▶ [What needs to be done]: Look through the records below for the line with "748px,1318px 764px,1324px 752px,1372px". Return that line and each one after it up to and including the line with "803px,1045px 824px,1038px 842px,1050px", exactly.
++++++++++
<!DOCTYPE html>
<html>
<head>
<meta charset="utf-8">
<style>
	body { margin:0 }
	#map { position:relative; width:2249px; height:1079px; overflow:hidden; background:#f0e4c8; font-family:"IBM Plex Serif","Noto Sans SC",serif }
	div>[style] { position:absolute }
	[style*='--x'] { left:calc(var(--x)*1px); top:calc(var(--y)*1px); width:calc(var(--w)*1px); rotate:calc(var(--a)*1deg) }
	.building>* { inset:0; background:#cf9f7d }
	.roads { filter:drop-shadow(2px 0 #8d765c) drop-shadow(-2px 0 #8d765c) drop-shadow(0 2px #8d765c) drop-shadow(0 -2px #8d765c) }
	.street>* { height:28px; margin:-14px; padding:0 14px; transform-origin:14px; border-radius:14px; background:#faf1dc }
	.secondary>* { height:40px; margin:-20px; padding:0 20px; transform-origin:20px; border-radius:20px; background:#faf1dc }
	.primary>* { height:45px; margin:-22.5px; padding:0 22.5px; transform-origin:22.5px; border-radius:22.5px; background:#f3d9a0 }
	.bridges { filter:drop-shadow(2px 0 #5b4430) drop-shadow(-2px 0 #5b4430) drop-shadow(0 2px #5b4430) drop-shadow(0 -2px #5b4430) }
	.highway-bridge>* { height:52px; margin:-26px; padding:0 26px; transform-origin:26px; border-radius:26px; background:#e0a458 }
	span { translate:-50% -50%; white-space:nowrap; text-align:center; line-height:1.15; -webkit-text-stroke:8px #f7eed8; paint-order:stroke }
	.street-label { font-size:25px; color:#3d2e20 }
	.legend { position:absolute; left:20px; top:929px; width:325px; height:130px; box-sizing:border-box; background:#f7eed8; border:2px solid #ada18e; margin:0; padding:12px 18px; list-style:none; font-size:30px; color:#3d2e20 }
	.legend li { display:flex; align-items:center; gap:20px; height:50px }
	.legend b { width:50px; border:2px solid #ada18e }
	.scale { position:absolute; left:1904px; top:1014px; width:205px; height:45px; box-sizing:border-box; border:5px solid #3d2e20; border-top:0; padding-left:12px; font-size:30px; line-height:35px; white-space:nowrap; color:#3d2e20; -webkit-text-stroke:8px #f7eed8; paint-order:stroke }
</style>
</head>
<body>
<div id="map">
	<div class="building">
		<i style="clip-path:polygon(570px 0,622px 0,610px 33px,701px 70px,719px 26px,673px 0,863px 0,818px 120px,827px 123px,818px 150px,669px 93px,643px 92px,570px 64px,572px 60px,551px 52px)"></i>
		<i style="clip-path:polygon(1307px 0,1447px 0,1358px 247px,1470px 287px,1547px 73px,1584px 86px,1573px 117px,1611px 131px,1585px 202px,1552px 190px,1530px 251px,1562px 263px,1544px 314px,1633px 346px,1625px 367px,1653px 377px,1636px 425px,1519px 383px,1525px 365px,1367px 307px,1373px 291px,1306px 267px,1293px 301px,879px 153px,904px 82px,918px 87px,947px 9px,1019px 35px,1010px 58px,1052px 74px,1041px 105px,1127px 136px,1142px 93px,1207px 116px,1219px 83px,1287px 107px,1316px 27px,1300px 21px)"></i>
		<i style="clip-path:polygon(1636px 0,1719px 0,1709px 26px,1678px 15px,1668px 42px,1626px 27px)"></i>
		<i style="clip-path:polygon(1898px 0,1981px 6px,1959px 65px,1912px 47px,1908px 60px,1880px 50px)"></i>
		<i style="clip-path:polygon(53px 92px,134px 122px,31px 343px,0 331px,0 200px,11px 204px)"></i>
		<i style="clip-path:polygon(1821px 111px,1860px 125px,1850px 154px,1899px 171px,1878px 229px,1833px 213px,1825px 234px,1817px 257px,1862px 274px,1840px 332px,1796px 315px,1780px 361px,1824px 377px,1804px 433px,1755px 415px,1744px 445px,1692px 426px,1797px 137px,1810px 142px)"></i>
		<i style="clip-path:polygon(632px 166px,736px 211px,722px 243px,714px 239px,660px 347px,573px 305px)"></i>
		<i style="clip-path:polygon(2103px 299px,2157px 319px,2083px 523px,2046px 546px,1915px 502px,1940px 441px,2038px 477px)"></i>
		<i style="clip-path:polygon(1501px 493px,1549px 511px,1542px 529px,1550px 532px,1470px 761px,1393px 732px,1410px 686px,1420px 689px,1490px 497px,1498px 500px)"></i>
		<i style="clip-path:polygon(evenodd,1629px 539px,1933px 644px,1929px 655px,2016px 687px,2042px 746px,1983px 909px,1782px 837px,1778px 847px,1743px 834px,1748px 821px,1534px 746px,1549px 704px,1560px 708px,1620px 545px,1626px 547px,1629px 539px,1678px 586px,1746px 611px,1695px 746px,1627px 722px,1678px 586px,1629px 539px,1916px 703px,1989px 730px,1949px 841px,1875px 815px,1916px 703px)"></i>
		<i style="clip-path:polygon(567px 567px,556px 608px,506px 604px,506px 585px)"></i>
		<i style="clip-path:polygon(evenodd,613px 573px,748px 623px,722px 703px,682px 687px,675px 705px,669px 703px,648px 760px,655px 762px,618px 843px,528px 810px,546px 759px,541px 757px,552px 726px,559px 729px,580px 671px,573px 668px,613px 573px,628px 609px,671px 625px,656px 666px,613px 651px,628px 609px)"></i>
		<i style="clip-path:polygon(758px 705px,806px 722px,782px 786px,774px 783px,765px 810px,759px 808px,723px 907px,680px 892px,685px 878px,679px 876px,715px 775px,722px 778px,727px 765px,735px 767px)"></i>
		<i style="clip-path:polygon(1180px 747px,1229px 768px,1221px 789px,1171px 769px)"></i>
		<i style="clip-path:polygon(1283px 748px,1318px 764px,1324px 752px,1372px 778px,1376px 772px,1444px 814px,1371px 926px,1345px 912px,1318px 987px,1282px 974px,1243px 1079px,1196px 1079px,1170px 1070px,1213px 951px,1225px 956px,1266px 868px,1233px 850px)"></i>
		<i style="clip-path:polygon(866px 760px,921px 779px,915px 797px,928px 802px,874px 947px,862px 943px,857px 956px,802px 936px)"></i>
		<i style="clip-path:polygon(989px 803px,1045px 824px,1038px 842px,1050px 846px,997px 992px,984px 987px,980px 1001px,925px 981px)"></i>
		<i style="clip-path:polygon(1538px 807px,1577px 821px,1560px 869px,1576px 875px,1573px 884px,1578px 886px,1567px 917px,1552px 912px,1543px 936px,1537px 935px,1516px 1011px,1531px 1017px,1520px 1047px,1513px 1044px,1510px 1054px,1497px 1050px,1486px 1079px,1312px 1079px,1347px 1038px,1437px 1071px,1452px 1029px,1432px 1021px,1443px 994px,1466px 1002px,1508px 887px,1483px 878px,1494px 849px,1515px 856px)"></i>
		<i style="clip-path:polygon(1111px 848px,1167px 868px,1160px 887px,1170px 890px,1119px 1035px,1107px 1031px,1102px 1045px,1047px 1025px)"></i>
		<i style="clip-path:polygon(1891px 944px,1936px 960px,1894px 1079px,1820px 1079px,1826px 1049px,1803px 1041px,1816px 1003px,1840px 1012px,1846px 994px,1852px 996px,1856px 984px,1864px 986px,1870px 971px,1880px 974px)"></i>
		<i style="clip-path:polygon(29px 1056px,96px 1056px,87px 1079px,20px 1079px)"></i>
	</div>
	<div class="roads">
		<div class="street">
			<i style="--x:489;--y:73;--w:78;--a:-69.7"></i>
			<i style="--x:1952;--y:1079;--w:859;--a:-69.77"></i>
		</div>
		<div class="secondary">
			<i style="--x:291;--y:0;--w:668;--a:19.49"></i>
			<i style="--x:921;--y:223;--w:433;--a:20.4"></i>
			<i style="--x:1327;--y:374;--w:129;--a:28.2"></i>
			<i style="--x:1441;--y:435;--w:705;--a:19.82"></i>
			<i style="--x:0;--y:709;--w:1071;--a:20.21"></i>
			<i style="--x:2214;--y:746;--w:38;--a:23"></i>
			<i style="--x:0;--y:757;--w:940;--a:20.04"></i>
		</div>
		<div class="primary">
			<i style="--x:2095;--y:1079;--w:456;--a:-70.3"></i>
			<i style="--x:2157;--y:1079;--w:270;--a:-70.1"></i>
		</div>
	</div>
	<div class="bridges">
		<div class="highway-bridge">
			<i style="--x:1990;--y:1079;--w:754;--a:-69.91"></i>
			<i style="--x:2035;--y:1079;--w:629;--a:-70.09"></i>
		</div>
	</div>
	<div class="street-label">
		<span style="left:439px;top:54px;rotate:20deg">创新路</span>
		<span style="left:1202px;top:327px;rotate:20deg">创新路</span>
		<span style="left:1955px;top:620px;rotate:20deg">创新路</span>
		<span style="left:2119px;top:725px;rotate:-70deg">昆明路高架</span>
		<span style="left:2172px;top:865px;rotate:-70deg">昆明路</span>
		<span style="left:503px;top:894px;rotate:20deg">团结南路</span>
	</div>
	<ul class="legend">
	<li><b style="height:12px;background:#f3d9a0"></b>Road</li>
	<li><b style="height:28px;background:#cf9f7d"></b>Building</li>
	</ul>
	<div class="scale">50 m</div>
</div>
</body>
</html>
++++++++++
▶ [Answer]:
		<i style="clip-path:polygon(1283px 748px,1318px 764px,1324px 752px,1372px 778px,1376px 772px,1444px 814px,1371px 926px,1345px 912px,1318px 987px,1282px 974px,1243px 1079px,1196px 1079px,1170px 1070px,1213px 951px,1225px 956px,1266px 868px,1233px 850px)"></i>
		<i style="clip-path:polygon(866px 760px,921px 779px,915px 797px,928px 802px,874px 947px,862px 943px,857px 956px,802px 936px)"></i>
		<i style="clip-path:polygon(989px 803px,1045px 824px,1038px 842px,1050px 846px,997px 992px,984px 987px,980px 1001px,925px 981px)"></i>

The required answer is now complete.